> [Problem details]: Your task is to copy every line below that contains the word "markers".

++++ The data ++++

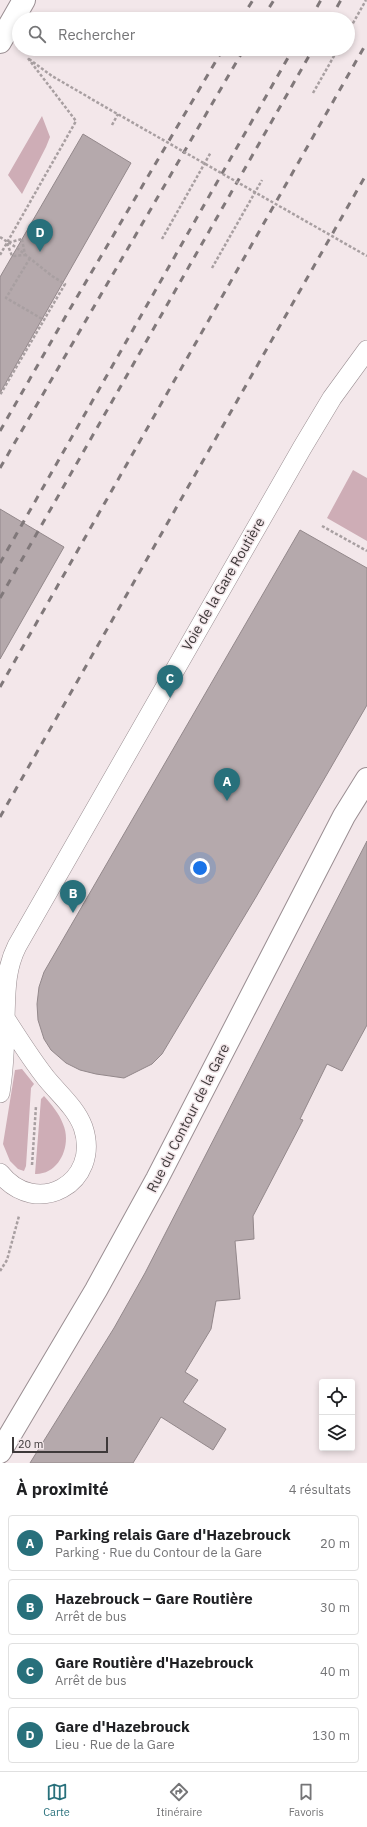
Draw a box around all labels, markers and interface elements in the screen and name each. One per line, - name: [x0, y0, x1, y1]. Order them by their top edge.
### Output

++++
++++ The data ++++

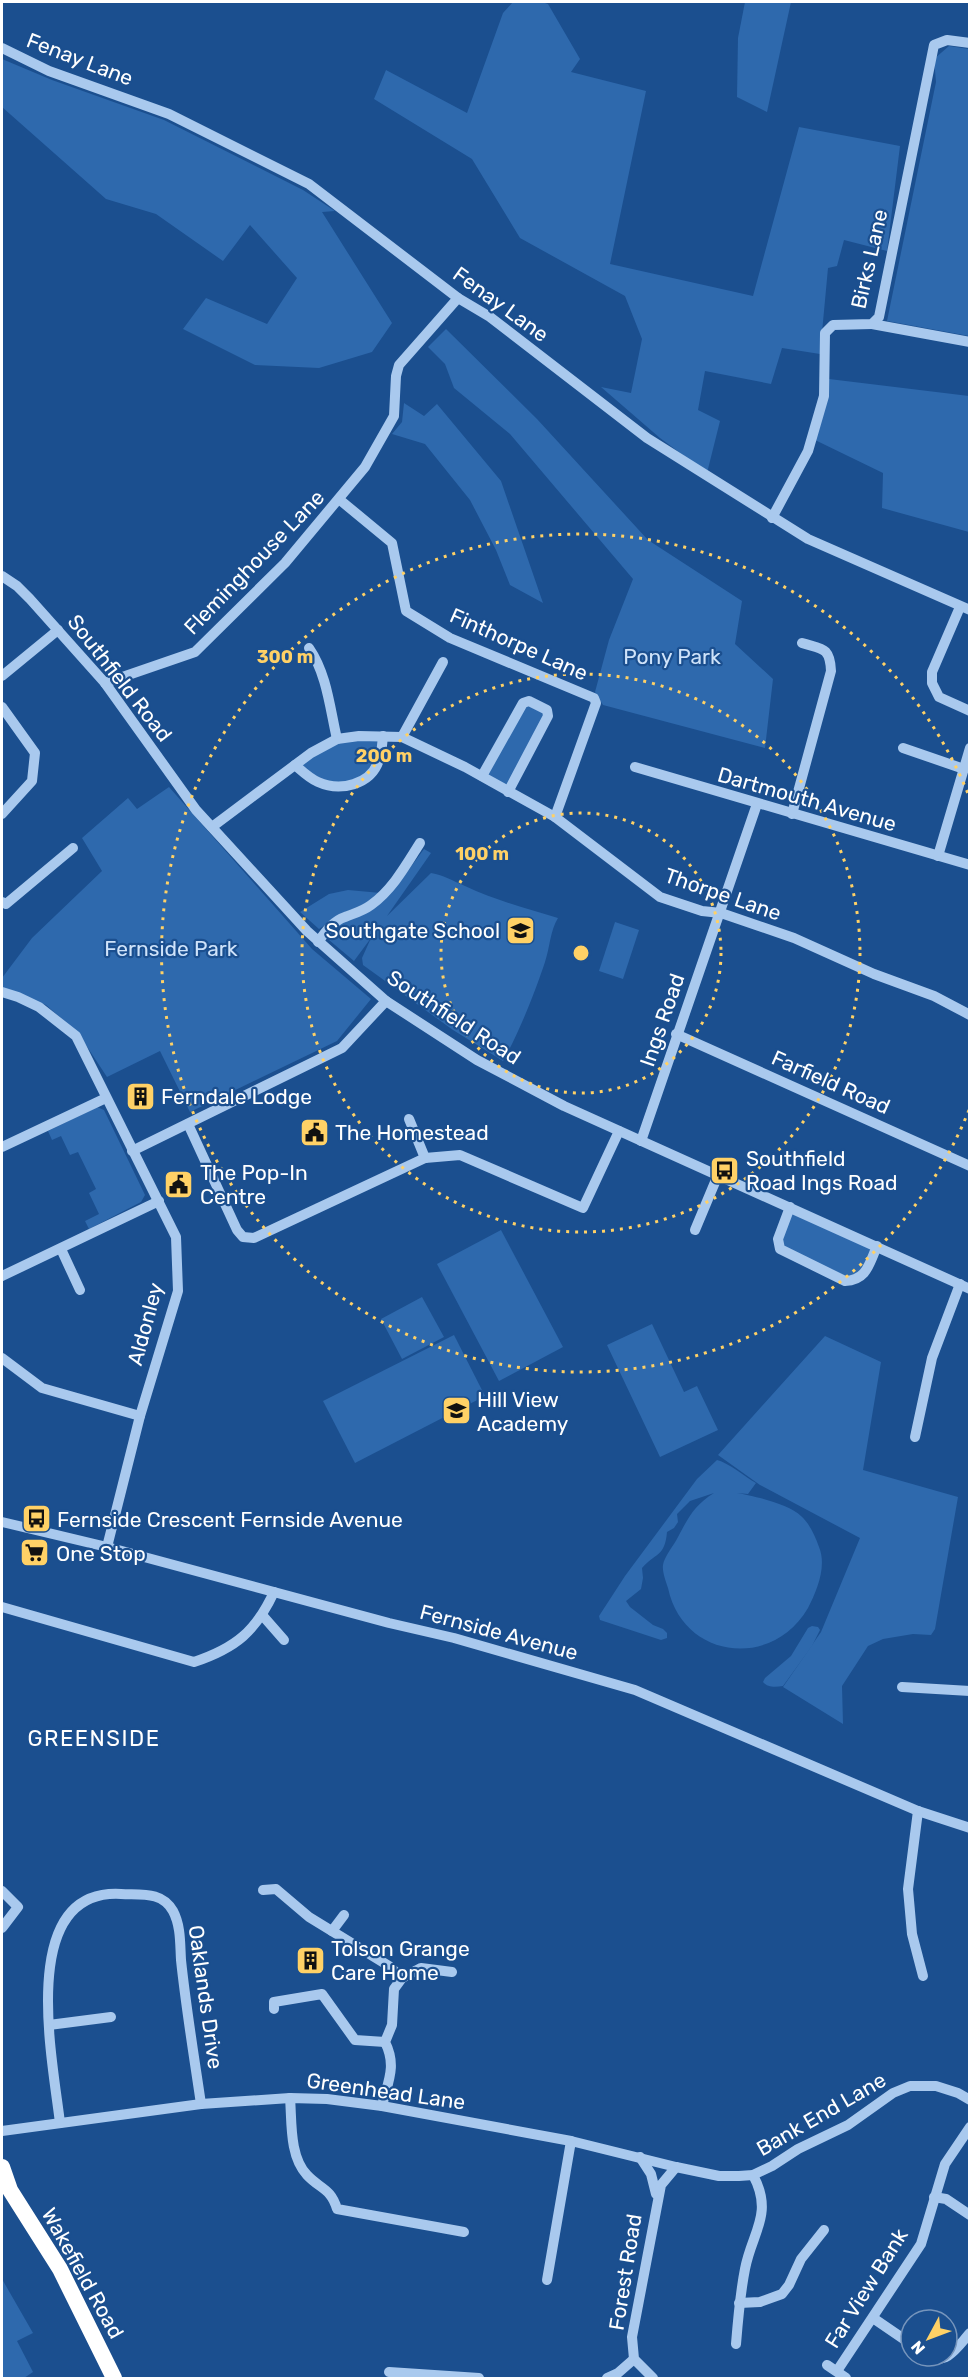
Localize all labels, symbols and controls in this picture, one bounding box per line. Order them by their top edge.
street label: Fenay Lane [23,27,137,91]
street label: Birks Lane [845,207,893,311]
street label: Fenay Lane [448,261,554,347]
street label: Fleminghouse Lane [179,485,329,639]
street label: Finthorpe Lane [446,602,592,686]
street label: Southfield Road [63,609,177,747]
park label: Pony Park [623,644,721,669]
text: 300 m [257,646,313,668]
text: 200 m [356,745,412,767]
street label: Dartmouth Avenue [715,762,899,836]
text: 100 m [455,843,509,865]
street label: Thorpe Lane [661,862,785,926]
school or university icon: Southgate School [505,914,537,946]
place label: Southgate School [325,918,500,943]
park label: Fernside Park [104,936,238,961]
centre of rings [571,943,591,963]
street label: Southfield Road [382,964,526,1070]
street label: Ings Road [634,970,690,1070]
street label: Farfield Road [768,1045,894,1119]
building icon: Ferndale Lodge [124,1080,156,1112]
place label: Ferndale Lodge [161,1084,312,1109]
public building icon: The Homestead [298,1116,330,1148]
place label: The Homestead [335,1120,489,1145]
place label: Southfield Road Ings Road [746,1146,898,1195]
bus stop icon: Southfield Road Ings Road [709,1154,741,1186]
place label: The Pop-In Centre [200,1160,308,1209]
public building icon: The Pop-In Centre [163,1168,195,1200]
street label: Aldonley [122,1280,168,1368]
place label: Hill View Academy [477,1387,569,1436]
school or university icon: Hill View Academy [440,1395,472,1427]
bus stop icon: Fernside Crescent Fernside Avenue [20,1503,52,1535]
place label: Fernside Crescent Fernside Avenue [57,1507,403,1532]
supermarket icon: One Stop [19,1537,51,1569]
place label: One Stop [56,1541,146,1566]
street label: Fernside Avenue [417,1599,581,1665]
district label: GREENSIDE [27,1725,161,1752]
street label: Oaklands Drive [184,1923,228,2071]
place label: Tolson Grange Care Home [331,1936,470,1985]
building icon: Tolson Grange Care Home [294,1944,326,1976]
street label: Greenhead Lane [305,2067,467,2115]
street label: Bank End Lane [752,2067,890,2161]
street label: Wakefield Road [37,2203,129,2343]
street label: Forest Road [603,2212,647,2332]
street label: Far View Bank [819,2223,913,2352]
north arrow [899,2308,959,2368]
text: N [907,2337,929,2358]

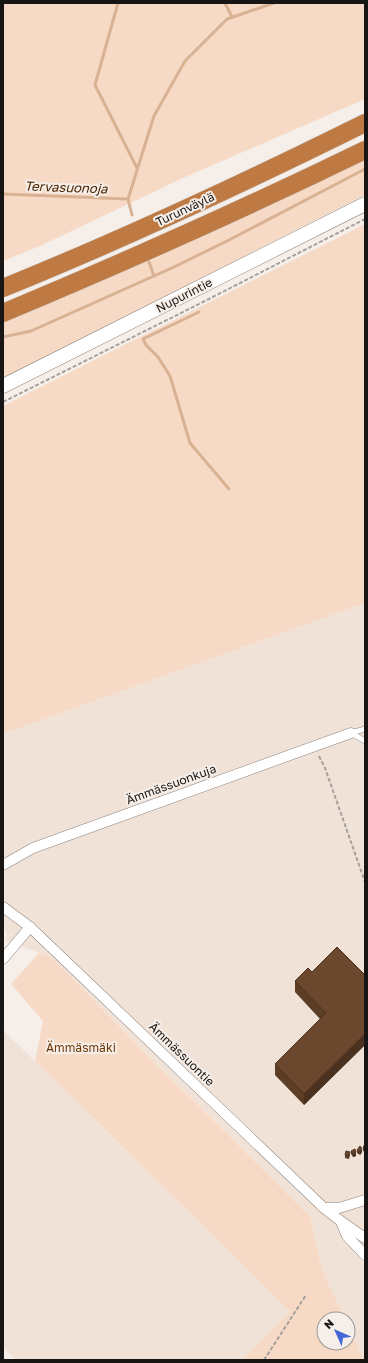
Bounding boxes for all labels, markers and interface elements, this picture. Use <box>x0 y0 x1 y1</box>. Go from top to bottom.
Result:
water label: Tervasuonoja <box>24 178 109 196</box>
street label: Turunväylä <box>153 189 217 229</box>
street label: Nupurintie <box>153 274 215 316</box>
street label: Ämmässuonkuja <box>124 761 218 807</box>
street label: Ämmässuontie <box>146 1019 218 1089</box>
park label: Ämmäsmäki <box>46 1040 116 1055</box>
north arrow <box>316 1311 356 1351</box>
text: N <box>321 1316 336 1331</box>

++++
++++ The data ++++

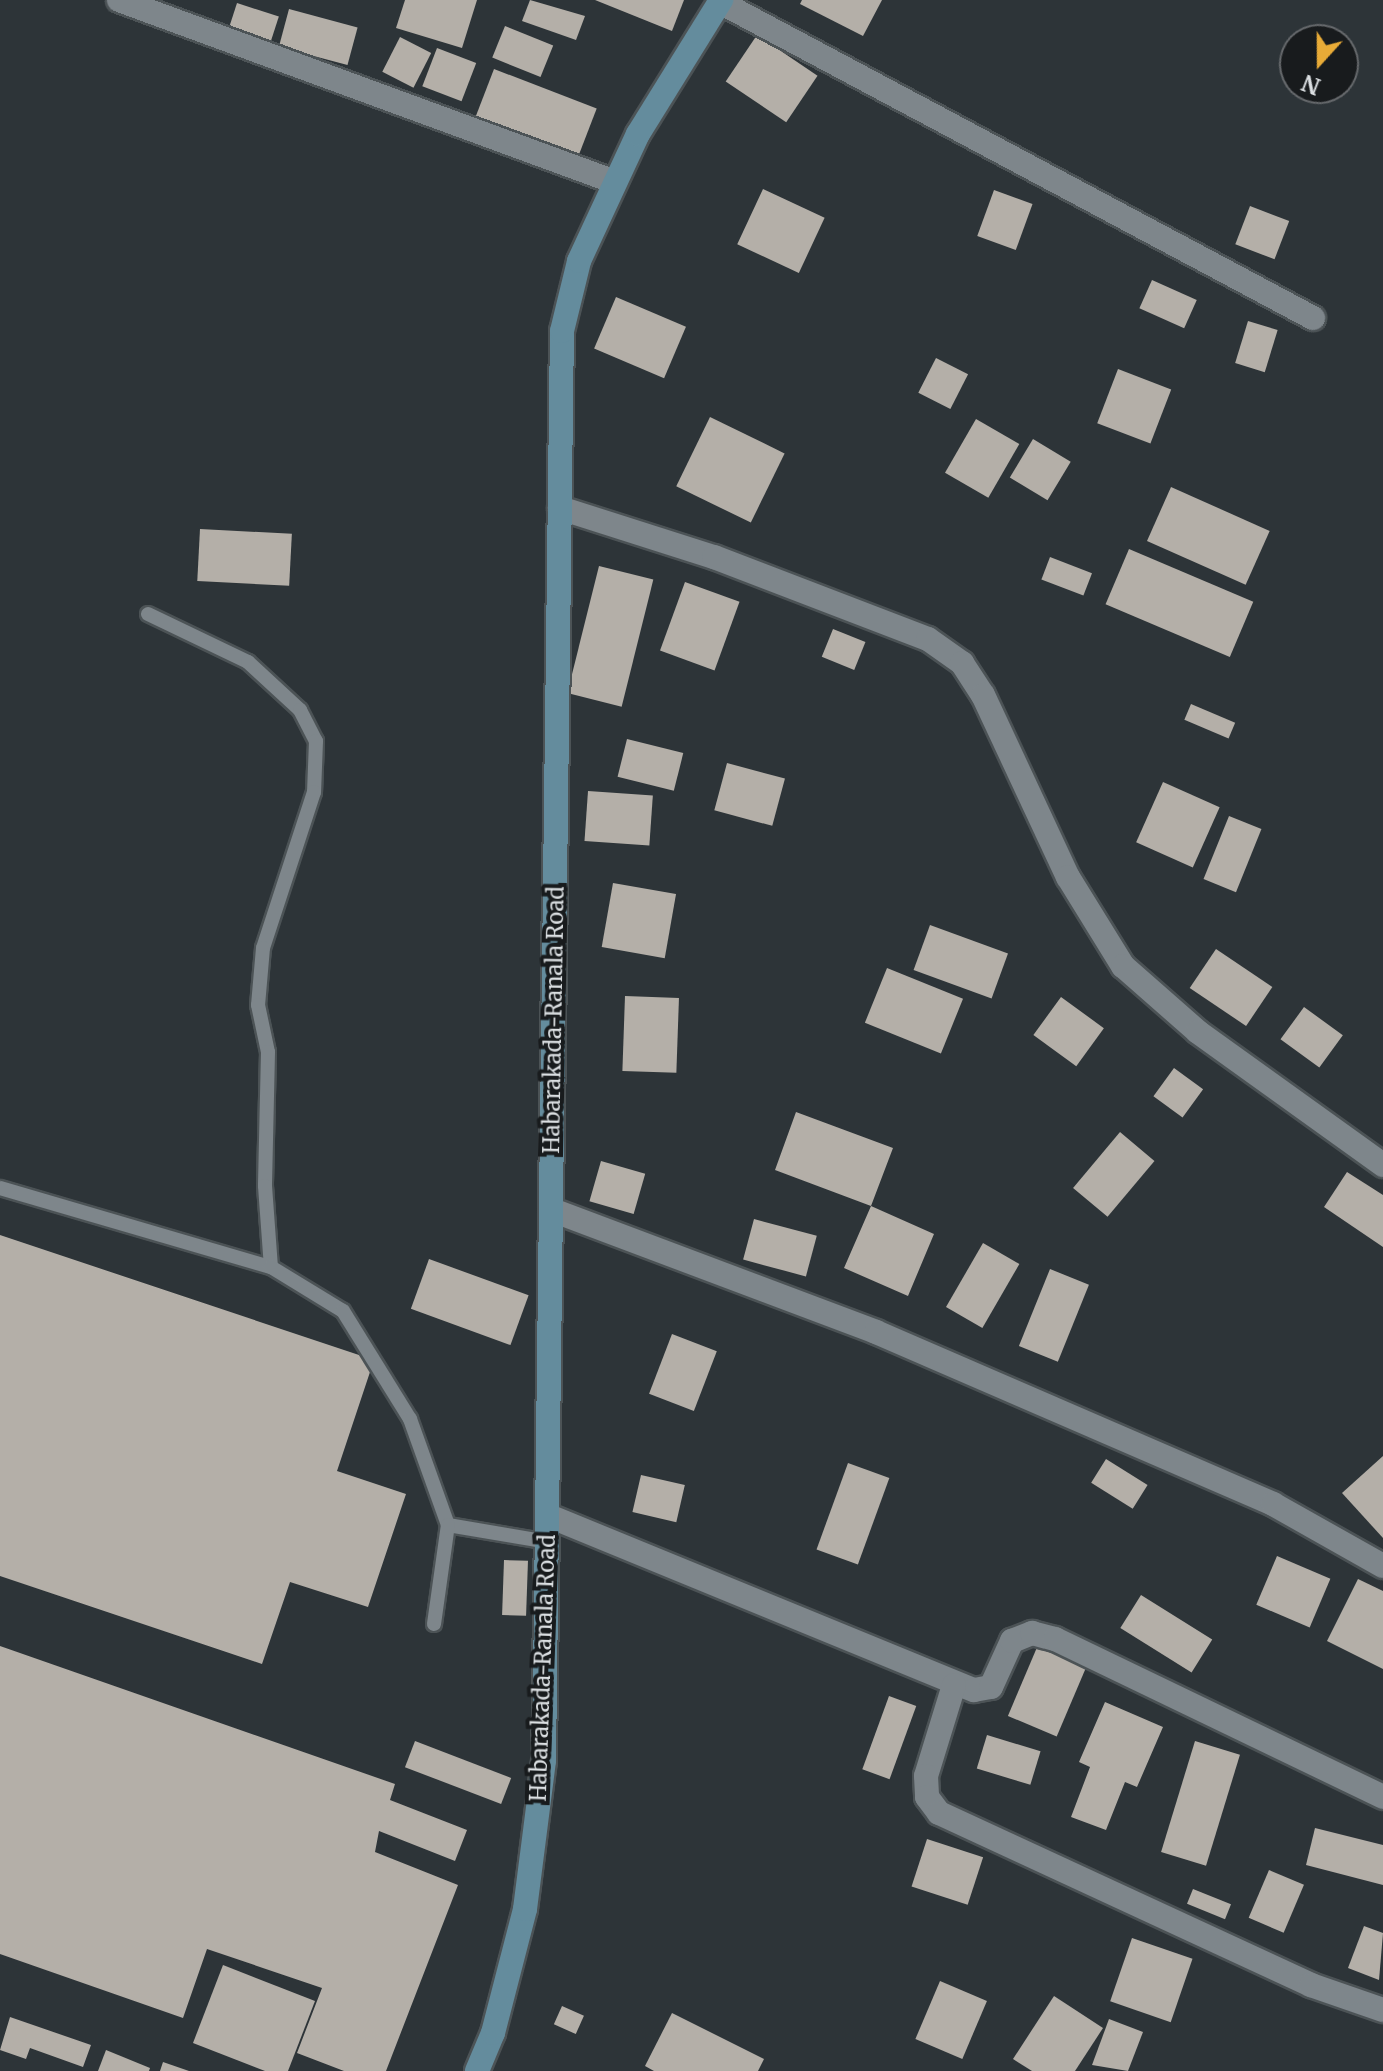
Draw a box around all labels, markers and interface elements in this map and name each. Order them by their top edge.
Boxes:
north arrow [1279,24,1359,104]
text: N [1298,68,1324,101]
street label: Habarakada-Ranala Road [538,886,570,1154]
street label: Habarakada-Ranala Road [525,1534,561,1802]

++++

> [Reply to the task]:
Draw a box around all labels, markers and interface elements in the screen and name each. One per line, - name: [x0, y0, x1, y1]. Order them by their top edge.
Bounding boxes for all labels, markers and interface elements, this picture. Use <box>x0 y0 x1 y1</box>. Go from top to bottom.
Draw a box around all labels, markers and interface elements in this map and name each. Order them by their top edge.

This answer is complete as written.